At U.S. Gypsum (which the boys call U.S. Gyppum because it's what their Daddy calls it) the men call Andrew Landon Sparky or sometimes Mister Sparks. Now his face looms over Paul's shoulder and his fluff of whitening hair stands up as if all the lectricity he works with has gotten inside of him and his crooked teeth show in a Halloween grin and his eyes are empty because Daddy is gone, he's a goner, there's nothing in his shoes but the bad-gunky, he's no longer a man or a daddy but just a blood-bool with eyes.
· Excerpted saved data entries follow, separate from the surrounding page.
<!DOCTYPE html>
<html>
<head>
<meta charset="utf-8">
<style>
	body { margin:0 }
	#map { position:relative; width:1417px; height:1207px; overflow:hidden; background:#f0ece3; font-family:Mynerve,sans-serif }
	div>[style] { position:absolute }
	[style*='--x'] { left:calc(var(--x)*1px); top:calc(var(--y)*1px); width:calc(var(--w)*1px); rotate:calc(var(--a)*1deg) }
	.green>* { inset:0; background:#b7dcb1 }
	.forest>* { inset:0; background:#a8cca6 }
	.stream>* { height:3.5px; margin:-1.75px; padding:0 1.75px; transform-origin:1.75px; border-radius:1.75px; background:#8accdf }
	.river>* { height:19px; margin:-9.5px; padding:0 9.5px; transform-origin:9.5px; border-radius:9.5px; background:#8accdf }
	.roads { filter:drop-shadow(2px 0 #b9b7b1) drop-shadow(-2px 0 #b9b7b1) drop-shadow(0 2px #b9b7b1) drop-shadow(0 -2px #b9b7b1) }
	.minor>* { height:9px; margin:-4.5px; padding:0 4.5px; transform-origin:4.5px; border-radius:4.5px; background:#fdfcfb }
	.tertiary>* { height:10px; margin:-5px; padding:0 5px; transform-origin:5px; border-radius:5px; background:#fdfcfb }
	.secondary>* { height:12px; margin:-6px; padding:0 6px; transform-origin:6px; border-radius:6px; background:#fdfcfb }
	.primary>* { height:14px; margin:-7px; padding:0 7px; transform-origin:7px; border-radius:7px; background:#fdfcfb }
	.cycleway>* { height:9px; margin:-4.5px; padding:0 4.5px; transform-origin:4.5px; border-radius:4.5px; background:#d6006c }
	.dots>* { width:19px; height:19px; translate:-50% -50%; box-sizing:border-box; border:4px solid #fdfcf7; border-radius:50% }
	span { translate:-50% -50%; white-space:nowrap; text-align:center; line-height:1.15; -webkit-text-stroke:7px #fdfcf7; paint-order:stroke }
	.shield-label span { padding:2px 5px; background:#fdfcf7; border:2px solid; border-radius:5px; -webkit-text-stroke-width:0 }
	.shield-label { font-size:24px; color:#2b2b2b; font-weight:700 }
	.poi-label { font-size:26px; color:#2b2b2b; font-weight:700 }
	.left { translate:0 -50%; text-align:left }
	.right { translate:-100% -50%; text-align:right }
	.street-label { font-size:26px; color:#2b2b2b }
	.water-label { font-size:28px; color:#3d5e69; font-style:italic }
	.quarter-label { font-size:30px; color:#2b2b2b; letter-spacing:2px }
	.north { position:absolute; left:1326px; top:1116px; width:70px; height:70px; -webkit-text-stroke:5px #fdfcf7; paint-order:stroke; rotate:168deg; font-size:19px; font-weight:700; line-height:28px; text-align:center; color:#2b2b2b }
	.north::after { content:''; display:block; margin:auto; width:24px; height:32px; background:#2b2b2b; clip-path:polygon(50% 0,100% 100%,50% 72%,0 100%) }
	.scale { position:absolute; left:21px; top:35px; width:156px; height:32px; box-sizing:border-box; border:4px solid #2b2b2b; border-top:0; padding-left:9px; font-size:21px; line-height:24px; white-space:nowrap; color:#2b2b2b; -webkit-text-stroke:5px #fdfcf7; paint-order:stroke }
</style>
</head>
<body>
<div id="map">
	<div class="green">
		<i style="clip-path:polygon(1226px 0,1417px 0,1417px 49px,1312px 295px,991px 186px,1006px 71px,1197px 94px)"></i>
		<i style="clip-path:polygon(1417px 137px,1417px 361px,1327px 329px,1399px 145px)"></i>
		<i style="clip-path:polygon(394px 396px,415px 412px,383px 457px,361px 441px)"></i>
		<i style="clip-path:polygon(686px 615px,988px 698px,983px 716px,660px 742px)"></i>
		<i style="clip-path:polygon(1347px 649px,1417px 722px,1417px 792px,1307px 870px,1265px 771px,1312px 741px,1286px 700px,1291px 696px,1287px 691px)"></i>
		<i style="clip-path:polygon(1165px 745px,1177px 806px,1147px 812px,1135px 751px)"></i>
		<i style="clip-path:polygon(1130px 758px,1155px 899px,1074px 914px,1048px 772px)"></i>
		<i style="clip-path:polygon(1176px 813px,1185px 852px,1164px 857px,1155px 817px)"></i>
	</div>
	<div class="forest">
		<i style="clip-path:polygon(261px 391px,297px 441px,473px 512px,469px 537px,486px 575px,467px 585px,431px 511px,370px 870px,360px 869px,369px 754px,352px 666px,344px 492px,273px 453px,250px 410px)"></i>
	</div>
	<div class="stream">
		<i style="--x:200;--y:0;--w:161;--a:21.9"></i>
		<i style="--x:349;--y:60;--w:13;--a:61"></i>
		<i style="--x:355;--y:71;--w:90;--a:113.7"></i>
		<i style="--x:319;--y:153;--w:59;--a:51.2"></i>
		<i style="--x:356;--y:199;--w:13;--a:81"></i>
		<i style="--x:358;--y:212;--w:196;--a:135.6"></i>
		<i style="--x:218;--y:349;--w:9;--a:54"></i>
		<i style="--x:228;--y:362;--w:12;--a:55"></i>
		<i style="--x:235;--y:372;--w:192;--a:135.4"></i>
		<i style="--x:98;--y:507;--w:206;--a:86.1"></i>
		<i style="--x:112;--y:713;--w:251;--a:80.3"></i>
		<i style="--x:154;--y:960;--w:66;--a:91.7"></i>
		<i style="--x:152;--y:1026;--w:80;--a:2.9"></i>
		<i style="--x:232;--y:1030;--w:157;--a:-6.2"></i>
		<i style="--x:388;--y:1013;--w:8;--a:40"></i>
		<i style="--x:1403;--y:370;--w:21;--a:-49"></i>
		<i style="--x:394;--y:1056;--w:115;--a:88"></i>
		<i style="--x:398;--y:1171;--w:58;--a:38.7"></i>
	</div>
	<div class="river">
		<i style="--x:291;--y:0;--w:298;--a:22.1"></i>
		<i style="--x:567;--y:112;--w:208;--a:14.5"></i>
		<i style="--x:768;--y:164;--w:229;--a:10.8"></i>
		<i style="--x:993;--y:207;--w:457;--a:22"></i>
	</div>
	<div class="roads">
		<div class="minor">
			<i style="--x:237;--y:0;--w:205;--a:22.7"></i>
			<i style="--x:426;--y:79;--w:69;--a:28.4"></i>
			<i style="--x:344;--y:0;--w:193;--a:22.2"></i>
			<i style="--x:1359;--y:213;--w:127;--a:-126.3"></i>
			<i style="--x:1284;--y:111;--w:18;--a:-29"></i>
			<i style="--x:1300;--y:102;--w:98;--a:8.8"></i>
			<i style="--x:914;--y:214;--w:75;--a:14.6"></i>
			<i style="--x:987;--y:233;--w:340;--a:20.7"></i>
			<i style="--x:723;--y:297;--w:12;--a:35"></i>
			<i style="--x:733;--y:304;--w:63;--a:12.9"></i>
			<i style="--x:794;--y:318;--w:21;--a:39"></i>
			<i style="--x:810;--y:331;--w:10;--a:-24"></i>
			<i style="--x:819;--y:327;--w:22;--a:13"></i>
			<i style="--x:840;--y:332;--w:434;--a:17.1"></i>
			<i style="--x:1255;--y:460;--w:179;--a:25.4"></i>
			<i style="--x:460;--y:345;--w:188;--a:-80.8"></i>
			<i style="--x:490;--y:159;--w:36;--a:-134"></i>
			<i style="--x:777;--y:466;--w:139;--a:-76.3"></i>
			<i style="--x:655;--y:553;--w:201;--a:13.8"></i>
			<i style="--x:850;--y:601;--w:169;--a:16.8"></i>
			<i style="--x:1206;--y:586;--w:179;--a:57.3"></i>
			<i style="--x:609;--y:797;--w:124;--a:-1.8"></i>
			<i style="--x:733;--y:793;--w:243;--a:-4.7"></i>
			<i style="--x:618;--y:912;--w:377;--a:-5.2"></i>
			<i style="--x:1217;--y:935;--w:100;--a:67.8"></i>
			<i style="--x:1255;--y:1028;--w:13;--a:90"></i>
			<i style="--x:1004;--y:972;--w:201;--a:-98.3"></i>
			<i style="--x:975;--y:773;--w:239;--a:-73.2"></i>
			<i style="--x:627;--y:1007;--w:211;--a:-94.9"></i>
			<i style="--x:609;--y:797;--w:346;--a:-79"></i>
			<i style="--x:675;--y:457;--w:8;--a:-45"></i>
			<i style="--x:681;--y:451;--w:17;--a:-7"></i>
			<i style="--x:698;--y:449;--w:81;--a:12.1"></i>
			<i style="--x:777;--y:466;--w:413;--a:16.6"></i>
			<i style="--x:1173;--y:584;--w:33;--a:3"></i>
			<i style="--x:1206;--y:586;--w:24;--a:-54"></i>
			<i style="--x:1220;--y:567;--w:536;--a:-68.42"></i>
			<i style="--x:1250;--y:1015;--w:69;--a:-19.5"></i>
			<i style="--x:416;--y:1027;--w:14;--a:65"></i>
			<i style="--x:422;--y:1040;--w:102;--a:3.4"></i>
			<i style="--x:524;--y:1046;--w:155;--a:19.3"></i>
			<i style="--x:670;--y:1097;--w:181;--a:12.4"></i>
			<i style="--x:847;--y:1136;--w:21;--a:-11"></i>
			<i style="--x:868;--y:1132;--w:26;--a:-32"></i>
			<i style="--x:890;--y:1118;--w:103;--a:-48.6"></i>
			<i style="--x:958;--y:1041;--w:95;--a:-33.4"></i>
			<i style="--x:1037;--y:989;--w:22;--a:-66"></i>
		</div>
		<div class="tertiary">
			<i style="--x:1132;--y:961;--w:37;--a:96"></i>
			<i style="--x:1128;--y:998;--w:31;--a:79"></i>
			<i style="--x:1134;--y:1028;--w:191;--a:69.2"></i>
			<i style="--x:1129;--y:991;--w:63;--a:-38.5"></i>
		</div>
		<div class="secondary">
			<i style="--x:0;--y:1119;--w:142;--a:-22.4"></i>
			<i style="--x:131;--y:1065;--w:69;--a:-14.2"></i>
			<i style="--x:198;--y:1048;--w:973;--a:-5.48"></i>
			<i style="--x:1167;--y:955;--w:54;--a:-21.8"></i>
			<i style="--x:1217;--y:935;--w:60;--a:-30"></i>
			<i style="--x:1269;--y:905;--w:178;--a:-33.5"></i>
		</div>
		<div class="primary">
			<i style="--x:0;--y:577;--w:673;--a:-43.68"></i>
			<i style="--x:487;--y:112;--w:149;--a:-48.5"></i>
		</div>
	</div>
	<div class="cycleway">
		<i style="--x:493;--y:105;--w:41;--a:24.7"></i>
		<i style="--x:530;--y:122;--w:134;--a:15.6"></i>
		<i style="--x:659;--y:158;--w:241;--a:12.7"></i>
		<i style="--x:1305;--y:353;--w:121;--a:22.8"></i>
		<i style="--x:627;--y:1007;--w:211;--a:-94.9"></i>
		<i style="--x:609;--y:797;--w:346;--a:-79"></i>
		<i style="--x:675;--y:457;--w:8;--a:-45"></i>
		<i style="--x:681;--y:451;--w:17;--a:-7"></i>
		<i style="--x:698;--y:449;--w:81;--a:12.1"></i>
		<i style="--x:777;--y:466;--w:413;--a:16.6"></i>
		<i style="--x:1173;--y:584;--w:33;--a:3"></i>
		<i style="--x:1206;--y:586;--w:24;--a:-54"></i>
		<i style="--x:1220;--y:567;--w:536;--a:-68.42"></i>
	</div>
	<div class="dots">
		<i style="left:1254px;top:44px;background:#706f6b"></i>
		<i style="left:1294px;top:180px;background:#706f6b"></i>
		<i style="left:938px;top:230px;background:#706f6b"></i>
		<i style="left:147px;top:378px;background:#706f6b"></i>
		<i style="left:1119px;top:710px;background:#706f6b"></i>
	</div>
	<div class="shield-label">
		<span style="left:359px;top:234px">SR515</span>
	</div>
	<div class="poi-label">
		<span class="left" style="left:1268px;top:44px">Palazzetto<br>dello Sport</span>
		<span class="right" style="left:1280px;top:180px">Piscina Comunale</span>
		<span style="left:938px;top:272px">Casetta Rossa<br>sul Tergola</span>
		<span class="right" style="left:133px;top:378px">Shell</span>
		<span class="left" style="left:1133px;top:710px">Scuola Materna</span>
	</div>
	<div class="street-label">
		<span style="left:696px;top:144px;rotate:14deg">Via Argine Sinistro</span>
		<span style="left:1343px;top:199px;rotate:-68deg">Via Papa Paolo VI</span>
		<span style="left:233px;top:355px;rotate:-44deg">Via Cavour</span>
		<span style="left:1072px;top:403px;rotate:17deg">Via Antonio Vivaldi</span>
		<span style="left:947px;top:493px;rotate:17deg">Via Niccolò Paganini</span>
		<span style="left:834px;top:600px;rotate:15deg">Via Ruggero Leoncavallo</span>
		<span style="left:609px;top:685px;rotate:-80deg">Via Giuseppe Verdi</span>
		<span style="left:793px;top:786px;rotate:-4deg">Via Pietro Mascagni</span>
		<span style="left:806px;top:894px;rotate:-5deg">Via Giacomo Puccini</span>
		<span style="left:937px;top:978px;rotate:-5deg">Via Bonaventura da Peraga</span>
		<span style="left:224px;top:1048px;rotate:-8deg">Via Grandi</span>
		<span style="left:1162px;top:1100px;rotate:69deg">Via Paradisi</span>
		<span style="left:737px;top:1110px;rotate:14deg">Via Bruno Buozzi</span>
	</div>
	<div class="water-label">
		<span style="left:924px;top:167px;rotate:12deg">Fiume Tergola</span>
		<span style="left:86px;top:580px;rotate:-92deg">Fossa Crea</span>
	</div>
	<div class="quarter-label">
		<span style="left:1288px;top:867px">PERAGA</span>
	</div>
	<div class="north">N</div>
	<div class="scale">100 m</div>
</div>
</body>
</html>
-  Stay up there this time and I'll cut off his ear, says the thing with their Daddy's lectric hair, the thing standing up in their Daddy's shoes. -  Stay up there next time and I'll cut his mothersmuckin throat, I don't give a shit. Up to you, Scooter Scooter you ole Scoot. You say you love him but you don't love him enough to stop me cutting him, do you? When all you have to do is jump off a sweetmother three-foot bench! What do you think of that, Paul? What have you got to say to your chickenkike little brother now?

But Paul says nothing, only looks at his brother, dark blue eyes locked on hazel ones, and this hell will go on for another twenty-five hundred days; seven endless years. Do what you can and let the rest go is what Paul's eyes say to Scott and it breaks his heart and when he jumps from the bench at last (to what part of him is firmly convinced will be his death) it isn't because of their father's threats but because his brother's eyes have given him permission to stay right where he is if in the end he's just too scared to do it. To stay on the bench even if it gets Paul Landon killed.